Dudley Seers has been described as the "father" of the conference. In the volume it's editors argue that the conference was first proposed as a result of the stimulus provided by his article on "The Limitations of the Special Case".[1] and the "widespread feeling" that Seers arguments "needed to be discussed". His major arguments might be summarised as follows.

Economic theory tends to have a false univwersality. It was developed in and for the undertanding of a particular form of capitalism - developed industrial economies. This form was historically and geographically rare. More normally we have economies with little manufacturing industry, selling primary prodcuts on the world market in order to finance manufactured imports.


SEERS, D. The Limitations of the Special Case.

An article criticizing present-day economic theory, particularly as it is taught in the UK and US. The author is particularly influenced by the failure of economics to deal with the elimination of acute poverty in Africa, Asia and Latin America. There is a widespread practice of authors and lecturers to concentrate on the economics of some developed industrial country, and worse still they often present the principles as universally valid. Text-books with quite general titles, such as Economic Principles, Banking or Public Finance, turn out to be really treatises about these matters in the United States, the United Kingdom or a typical developed economy. Years of study and work with models designed to explain these economies make it hard for economists to grasp the operation of a very different economy. Examples are given to illustrate these points.

Oddly enough, the author finds that similar criticisms apply to Marxist text-books. Here again a great deal of space is taken up by the workings of an industrial economy and foreign trade is not emphasized. Further, philosophic questions are discussed at great length and little of this is of much practical value to underdeveloped countries. Criticism of the western economies is mainly directed at situations now out of date, or worse still the theory or state of affairs is misrepresented.
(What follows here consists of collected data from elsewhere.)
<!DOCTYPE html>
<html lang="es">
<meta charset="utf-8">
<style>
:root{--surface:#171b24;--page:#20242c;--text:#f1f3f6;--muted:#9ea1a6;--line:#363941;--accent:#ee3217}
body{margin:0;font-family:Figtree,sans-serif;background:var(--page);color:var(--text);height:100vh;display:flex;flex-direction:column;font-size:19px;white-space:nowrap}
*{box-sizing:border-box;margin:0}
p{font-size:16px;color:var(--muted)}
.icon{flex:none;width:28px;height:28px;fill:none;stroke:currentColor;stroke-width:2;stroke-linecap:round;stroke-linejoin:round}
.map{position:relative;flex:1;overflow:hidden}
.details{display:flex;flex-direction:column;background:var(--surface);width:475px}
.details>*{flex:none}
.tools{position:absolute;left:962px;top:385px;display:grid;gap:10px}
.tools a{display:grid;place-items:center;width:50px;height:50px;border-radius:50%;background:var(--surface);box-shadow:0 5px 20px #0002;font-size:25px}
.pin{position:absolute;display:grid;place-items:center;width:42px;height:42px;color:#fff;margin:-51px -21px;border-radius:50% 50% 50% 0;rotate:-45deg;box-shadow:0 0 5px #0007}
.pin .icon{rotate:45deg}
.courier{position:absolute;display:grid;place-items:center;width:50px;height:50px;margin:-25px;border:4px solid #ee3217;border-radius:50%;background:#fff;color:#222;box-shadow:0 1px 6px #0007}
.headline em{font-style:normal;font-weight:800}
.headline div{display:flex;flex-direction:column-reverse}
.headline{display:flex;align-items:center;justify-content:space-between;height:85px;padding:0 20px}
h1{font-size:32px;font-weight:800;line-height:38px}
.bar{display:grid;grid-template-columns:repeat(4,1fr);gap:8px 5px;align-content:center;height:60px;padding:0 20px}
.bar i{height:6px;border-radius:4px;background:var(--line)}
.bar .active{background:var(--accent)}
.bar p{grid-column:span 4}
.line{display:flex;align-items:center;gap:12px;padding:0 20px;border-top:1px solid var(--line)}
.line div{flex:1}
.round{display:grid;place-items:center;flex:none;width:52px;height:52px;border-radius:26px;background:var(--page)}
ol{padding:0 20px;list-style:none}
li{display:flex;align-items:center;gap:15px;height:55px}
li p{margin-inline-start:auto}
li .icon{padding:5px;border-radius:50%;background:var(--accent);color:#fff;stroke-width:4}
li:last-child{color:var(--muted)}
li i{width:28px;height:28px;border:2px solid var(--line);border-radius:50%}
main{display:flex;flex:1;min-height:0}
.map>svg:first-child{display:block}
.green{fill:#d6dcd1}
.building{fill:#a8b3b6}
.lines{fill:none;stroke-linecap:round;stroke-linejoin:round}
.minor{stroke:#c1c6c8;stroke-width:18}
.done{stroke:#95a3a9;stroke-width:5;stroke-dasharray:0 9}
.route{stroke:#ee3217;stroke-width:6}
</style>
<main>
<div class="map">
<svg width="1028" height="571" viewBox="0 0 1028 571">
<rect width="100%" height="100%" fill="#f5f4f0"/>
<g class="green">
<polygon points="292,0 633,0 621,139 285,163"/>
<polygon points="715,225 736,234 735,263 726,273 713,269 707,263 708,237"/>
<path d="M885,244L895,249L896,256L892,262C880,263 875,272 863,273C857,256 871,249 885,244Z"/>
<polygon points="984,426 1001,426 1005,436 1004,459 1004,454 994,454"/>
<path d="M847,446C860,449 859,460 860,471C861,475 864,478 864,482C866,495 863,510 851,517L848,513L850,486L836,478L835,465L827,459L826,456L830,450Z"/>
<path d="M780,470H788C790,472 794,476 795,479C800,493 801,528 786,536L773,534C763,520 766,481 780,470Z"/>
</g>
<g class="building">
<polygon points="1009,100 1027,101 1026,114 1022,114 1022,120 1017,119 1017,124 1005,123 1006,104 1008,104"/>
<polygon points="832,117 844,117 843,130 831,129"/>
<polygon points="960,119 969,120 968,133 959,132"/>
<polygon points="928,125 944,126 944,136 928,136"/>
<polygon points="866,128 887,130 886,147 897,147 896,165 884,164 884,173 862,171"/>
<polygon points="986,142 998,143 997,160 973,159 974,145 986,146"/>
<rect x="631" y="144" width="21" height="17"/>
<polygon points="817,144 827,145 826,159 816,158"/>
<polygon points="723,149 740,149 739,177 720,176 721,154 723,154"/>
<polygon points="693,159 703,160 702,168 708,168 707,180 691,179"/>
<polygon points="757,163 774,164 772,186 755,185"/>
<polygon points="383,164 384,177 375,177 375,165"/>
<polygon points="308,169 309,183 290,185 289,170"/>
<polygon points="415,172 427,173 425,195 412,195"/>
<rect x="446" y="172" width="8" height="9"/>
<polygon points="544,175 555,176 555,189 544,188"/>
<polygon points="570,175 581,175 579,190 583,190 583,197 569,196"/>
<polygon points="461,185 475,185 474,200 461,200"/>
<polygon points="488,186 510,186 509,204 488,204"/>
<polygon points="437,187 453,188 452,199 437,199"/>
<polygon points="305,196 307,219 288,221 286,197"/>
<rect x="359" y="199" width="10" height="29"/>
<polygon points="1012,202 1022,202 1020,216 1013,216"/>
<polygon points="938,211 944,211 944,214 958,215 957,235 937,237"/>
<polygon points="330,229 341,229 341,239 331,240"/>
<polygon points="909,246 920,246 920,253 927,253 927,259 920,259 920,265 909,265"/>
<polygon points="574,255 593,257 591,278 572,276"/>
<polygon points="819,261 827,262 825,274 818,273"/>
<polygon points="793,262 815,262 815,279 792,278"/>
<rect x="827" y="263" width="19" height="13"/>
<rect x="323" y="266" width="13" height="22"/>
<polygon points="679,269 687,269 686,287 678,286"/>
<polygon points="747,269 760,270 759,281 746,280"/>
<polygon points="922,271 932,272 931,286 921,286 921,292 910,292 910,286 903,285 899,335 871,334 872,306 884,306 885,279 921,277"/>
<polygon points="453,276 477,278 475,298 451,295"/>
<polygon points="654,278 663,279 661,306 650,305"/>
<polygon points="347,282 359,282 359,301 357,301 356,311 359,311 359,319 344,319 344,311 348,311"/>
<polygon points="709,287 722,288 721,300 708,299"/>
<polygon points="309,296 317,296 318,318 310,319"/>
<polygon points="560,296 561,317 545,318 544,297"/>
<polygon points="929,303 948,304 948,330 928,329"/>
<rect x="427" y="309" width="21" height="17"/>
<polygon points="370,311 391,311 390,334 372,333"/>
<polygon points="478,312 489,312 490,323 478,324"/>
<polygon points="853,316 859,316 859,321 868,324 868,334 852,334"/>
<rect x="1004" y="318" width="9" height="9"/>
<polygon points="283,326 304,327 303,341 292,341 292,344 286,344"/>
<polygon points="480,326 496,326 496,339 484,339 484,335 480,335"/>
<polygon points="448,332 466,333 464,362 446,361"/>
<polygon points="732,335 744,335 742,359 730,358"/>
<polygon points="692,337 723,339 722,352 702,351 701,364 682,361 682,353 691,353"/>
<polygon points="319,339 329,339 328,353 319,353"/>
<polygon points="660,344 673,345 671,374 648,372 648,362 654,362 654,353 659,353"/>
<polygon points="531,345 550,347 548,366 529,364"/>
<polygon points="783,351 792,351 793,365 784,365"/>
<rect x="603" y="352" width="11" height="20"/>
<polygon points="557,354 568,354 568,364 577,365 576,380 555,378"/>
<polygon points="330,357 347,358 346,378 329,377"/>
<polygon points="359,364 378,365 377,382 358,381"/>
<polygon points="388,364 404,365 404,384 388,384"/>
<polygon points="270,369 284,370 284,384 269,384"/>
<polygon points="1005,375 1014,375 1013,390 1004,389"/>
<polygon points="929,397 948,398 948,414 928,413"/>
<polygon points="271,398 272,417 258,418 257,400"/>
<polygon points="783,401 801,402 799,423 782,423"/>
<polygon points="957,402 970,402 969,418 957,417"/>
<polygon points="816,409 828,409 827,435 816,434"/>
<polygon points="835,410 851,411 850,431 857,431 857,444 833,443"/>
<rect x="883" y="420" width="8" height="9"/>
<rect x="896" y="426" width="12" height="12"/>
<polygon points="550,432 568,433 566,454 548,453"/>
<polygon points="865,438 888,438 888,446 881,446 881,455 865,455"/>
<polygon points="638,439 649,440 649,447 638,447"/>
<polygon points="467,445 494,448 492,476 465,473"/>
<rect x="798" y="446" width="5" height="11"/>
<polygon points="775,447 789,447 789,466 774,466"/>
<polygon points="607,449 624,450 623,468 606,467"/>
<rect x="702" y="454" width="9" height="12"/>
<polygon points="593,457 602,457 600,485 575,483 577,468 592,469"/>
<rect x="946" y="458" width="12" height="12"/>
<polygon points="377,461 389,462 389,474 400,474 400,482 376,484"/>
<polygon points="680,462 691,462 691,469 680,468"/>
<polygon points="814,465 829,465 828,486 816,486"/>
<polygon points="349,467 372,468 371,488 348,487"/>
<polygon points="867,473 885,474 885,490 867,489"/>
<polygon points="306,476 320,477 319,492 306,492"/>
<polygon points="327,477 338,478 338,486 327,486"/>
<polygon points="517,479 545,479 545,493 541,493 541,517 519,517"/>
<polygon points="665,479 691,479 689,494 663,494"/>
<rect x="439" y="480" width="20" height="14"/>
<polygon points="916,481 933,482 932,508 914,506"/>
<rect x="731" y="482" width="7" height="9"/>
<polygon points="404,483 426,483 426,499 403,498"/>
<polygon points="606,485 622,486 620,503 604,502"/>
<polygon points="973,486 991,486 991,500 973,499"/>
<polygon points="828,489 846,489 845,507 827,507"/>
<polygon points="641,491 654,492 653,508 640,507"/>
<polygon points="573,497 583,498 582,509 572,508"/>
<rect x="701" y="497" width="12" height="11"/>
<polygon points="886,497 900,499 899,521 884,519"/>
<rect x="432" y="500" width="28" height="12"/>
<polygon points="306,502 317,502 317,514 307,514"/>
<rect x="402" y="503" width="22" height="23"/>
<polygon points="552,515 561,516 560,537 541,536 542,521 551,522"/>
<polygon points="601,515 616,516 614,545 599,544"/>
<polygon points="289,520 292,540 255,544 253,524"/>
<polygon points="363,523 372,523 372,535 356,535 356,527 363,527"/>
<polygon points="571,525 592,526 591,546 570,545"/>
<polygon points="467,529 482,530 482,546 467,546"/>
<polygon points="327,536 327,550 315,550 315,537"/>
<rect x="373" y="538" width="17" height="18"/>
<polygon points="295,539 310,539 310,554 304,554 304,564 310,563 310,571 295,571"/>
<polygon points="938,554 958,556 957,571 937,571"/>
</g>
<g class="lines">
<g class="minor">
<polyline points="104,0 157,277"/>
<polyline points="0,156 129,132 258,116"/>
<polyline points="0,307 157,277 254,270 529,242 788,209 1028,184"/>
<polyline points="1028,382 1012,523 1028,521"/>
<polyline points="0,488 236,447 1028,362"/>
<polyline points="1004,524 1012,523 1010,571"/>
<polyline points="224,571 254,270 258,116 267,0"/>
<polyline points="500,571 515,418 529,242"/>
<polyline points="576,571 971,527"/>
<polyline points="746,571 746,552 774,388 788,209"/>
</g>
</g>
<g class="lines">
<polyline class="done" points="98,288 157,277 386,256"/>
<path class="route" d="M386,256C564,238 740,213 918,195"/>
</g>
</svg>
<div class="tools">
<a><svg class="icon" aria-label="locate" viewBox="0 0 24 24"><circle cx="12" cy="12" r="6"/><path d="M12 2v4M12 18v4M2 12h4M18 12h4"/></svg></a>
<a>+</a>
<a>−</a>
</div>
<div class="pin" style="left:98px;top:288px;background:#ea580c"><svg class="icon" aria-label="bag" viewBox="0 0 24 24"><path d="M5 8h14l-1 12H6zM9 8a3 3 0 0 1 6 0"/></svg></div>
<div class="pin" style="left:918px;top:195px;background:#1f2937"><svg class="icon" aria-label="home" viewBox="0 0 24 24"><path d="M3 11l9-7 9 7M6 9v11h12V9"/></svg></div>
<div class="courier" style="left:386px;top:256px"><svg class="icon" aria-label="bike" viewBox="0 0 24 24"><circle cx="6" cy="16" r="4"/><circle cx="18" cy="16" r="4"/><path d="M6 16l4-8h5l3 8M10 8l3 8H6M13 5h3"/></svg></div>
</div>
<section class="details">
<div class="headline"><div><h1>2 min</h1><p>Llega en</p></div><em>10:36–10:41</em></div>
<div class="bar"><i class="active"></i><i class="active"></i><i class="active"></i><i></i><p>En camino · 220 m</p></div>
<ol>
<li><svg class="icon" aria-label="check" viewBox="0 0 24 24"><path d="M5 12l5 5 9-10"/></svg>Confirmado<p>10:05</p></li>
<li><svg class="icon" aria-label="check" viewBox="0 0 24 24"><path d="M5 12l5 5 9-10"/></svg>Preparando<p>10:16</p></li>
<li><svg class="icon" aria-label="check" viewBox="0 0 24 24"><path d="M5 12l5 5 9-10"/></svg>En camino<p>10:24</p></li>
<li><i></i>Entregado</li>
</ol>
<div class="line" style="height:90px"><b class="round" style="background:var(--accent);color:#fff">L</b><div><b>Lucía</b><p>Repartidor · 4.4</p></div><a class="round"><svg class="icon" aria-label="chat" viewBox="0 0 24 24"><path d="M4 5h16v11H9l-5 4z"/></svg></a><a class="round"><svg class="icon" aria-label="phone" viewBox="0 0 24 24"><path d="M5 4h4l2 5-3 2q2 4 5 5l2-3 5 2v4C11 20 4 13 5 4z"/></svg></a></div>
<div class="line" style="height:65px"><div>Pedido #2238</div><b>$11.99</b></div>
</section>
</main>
The author makes some useful criticisms of the application of mathematics and statistics to economic problems. He says that unfortunately statistical methods, as usually taught, do not do much to anchor a student’s approach in reality. Examples and exercises assume that the data used are absolutely firm and reliable. The student is taught to manipulate rather than interpret how to fit curves rather than how to read them.
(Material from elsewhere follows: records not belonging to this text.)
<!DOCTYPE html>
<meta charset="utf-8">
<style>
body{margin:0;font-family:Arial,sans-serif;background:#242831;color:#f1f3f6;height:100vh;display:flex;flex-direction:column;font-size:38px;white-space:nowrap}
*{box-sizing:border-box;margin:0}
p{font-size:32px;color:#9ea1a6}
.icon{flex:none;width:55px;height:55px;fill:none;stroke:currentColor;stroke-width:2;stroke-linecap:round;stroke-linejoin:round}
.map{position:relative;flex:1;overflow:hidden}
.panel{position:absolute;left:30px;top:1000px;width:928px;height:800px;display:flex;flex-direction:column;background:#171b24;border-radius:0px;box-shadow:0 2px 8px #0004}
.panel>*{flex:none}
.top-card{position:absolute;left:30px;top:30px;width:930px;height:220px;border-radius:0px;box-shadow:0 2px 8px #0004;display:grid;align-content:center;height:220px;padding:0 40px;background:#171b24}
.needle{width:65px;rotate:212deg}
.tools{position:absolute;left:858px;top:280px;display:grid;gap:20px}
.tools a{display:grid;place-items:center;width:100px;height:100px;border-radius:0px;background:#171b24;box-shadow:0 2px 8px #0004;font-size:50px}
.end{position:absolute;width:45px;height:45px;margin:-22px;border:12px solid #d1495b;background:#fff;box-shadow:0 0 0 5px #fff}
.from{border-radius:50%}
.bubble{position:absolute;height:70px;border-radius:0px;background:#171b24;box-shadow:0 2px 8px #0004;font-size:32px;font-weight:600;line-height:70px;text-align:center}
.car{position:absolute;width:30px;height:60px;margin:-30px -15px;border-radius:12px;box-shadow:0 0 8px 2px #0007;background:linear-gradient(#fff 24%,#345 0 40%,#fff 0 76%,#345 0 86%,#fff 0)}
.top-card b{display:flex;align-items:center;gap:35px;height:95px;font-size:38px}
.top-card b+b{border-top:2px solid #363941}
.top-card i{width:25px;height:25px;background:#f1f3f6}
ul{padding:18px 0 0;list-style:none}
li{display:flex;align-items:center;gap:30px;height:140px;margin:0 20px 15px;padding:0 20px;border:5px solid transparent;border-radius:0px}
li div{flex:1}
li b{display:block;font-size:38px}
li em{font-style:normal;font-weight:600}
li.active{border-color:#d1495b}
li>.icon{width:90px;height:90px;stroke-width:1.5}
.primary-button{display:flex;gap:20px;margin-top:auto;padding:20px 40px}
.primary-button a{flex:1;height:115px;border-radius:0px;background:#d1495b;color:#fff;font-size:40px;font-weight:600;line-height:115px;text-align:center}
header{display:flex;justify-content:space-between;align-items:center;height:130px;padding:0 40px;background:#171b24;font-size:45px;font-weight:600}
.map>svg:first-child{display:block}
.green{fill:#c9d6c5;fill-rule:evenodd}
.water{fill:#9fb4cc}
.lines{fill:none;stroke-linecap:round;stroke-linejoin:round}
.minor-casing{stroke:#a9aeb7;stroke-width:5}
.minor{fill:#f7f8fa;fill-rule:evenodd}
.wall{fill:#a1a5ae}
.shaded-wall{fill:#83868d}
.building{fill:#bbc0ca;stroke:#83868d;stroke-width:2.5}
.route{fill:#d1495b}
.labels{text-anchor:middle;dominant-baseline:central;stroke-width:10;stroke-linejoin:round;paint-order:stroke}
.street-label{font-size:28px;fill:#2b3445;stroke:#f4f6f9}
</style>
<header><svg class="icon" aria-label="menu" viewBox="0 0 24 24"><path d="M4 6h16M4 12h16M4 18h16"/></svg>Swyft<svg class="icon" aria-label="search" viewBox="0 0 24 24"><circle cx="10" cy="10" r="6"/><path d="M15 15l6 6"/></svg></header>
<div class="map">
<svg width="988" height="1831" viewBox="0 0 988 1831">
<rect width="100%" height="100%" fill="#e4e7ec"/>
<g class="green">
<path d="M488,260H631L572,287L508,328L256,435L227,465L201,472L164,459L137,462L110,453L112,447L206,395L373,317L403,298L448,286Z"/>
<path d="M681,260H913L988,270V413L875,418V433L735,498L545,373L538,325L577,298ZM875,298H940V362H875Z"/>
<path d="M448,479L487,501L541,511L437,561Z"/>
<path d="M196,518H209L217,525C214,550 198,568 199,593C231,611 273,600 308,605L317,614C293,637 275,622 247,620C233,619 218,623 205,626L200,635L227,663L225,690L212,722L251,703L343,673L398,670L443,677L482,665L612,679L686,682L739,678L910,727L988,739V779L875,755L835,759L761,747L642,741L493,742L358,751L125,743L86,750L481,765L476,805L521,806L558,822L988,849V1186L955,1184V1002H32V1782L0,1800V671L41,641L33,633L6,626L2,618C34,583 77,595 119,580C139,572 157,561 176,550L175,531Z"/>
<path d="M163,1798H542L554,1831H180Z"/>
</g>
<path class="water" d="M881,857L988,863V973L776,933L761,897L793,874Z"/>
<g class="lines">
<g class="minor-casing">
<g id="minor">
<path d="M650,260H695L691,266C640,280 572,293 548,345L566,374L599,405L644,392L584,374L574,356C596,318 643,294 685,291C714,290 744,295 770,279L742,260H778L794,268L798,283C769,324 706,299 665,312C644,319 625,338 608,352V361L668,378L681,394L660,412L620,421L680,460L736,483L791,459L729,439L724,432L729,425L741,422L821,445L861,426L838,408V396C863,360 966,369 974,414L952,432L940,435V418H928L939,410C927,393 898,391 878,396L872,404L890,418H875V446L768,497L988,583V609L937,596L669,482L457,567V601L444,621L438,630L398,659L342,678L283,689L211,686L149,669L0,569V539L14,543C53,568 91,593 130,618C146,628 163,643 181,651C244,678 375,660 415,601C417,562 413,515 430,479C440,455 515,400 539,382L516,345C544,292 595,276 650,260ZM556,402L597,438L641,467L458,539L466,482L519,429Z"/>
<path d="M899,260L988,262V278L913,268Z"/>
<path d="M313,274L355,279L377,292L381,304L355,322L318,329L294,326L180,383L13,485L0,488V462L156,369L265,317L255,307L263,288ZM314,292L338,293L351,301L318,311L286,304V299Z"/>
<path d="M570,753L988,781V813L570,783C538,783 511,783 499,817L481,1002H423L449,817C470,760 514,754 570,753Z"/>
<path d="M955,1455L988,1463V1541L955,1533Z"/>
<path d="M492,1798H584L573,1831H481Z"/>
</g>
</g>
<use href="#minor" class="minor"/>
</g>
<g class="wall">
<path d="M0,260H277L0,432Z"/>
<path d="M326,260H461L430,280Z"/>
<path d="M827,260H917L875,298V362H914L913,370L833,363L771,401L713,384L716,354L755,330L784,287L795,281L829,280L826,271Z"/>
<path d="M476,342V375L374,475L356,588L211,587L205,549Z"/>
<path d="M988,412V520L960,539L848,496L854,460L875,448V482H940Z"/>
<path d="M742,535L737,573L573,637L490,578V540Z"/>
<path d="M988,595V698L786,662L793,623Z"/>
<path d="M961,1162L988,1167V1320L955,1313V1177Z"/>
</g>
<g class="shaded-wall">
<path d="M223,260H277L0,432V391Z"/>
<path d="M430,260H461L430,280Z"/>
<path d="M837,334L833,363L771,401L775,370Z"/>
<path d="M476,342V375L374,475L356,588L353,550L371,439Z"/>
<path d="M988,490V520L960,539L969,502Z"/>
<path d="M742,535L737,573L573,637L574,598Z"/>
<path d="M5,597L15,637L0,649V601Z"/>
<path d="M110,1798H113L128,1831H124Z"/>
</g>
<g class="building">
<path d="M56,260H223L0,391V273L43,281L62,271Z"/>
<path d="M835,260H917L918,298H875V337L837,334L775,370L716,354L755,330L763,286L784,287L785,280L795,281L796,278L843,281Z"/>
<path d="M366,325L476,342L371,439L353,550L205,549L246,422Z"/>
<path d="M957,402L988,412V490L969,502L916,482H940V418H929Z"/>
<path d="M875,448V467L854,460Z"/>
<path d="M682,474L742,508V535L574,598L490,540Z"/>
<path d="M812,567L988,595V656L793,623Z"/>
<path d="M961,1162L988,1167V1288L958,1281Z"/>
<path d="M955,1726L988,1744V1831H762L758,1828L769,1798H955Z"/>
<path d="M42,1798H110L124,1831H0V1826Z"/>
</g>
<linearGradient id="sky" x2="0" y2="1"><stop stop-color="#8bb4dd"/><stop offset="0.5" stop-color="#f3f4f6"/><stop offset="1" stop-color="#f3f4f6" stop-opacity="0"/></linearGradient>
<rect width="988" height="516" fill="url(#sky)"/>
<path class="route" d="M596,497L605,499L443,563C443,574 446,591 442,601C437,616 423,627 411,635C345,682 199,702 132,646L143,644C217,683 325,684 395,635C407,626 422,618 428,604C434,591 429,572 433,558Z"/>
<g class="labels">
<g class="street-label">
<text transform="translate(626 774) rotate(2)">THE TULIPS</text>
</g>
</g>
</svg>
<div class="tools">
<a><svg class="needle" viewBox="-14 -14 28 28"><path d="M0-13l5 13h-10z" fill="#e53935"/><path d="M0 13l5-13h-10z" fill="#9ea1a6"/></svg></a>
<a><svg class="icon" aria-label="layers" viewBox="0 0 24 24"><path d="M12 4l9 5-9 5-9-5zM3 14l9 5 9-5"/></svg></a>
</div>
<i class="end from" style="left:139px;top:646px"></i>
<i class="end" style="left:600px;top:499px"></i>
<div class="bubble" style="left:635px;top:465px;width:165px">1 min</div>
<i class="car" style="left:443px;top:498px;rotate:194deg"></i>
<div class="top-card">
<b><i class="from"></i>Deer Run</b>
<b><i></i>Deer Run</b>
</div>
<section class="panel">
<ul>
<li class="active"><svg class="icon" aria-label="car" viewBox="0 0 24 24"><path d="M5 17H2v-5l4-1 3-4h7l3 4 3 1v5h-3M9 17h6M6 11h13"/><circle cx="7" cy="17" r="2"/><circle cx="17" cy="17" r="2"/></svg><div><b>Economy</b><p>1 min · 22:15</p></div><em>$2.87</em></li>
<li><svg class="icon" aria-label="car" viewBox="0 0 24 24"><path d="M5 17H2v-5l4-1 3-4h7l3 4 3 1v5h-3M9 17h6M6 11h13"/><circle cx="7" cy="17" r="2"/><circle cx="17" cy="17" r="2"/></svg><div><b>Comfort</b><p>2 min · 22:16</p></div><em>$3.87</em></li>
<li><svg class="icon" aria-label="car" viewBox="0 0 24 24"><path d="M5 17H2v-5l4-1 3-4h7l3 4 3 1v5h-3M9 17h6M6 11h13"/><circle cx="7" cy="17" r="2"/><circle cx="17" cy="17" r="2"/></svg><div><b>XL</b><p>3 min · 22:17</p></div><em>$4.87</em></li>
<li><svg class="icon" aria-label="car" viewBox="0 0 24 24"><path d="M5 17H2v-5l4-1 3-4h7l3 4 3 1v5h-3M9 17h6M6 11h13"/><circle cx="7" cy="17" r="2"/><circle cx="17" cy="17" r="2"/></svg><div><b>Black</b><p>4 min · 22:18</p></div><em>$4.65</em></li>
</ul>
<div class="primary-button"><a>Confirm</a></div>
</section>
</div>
The article ends with a section on the degree of generalization possible. It is now possible to develop simple explanatory models for different types of economy and it is suggested that there is room for a considerable amount of systematic and comparative research. The possibilities of generalization in fields such as money, banking, fiscal structure and the economics of the firm seem limited because of the great institutional differences to be found. It is suggested that a useful guide in the reconstruction of economics could be the following modest but revolutionary slogan: Economics is the study of Economies.